▶ Assigned task: A verbatim transcript of the data that follows, free of images, is the expected result.

▶ Stored records:
- - -
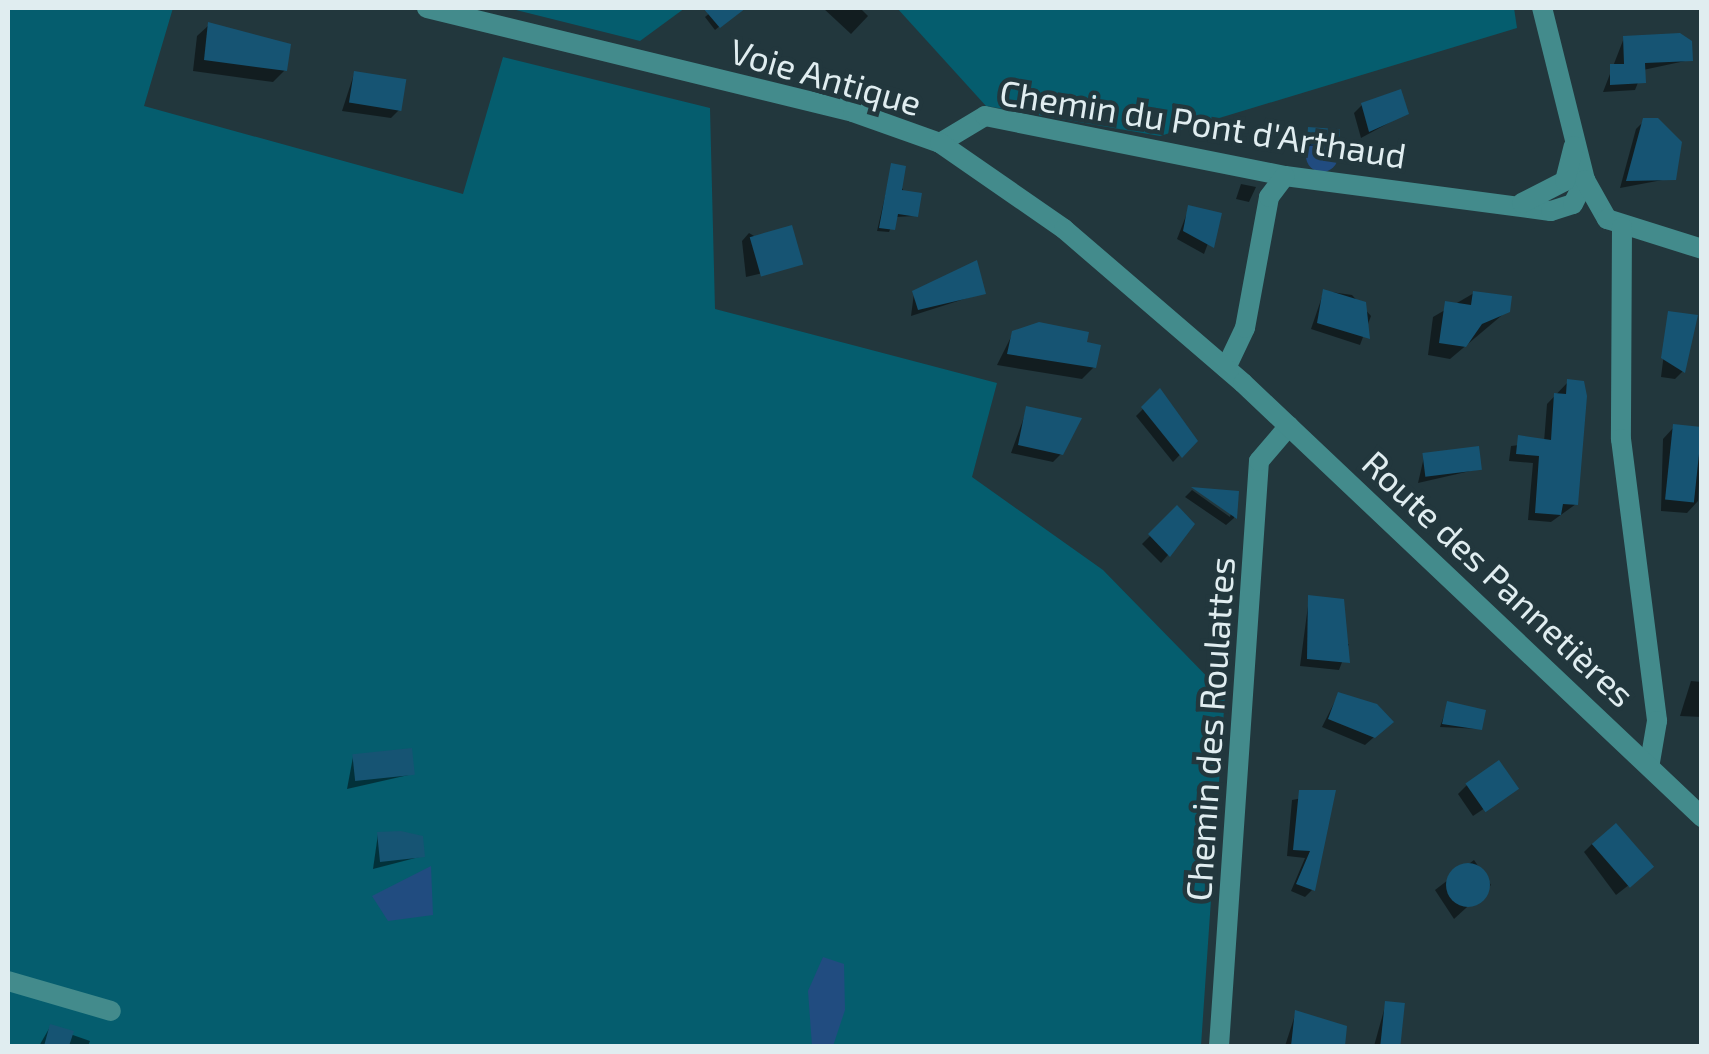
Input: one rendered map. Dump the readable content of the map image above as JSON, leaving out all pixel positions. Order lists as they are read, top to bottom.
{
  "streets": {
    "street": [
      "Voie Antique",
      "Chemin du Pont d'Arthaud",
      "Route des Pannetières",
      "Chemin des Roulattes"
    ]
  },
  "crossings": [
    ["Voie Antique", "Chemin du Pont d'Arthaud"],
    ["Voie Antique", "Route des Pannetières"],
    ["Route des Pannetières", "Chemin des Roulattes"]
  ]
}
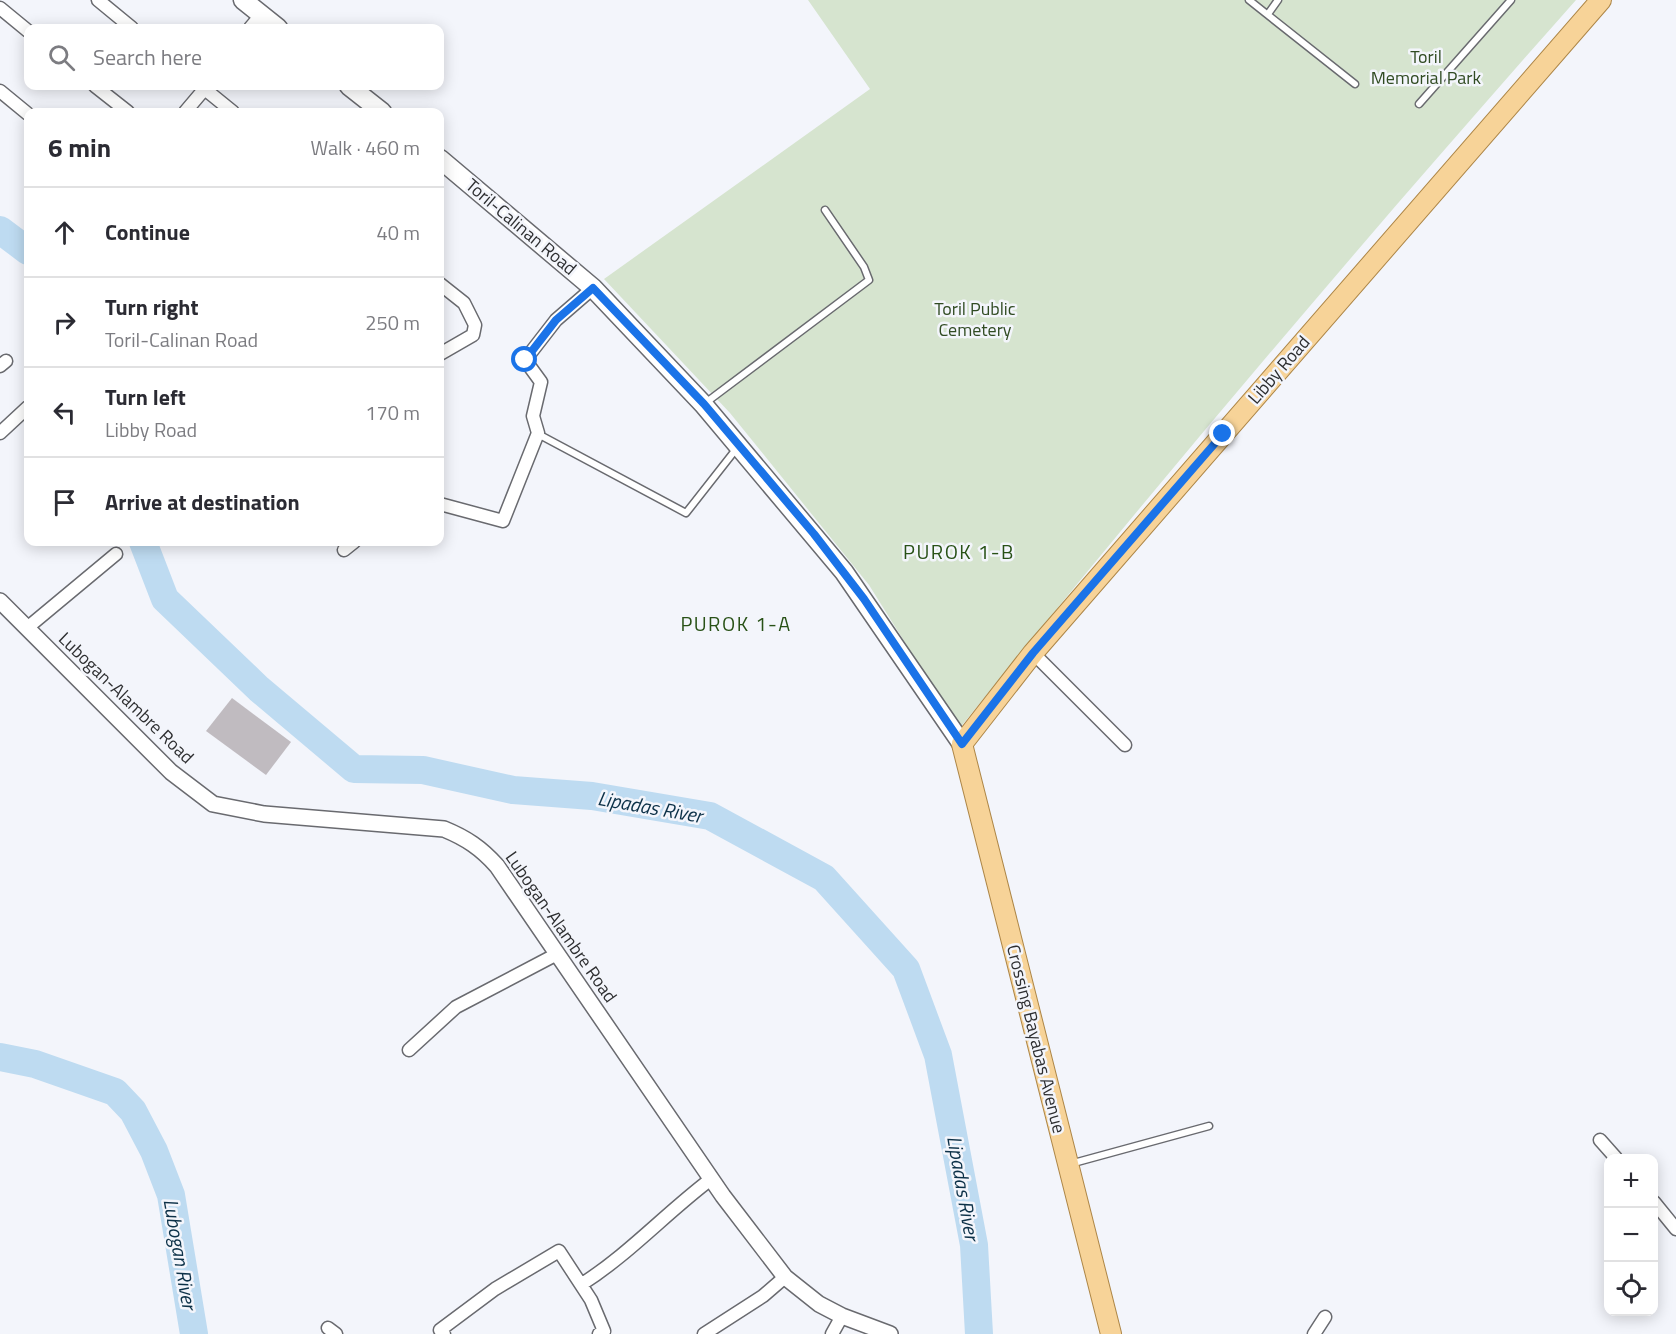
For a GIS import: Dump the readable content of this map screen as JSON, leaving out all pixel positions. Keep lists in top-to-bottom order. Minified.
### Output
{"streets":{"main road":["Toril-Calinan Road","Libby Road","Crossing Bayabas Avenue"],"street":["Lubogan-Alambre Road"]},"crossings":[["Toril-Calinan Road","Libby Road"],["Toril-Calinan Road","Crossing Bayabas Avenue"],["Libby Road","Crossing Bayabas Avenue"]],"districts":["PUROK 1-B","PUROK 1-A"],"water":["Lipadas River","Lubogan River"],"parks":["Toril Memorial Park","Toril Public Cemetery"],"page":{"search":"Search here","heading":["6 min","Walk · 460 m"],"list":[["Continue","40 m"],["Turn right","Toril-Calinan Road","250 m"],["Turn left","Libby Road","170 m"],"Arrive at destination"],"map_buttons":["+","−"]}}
- - -
▶ Exercise solution:
Input: one rendered map. Dump the readable content of the map image above as JSON, leaving out all pixel positions. Order lists as they are read, top to bottom.
{
  "streets": {
    "street": [
      "Voie Antique",
      "Chemin du Pont d'Arthaud",
      "Route des Pannetières",
      "Chemin des Roulattes"
    ]
  },
  "crossings": [
    ["Voie Antique", "Chemin du Pont d'Arthaud"],
    ["Voie Antique", "Route des Pannetières"],
    ["Route des Pannetières", "Chemin des Roulattes"]
  ]
}
For a GIS import: Dump the readable content of this map screen as JSON, leaving out all pixel positions. Keep lists in top-to-bottom order. Minified.
### Output
{"streets":{"main road":["Toril-Calinan Road","Libby Road","Crossing Bayabas Avenue"],"street":["Lubogan-Alambre Road"]},"crossings":[["Toril-Calinan Road","Libby Road"],["Toril-Calinan Road","Crossing Bayabas Avenue"],["Libby Road","Crossing Bayabas Avenue"]],"districts":["PUROK 1-B","PUROK 1-A"],"water":["Lipadas River","Lubogan River"],"parks":["Toril Memorial Park","Toril Public Cemetery"],"page":{"search":"Search here","heading":["6 min","Walk · 460 m"],"list":[["Continue","40 m"],["Turn right","Toril-Calinan Road","250 m"],["Turn left","Libby Road","170 m"],"Arrive at destination"],"map_buttons":["+","−"]}}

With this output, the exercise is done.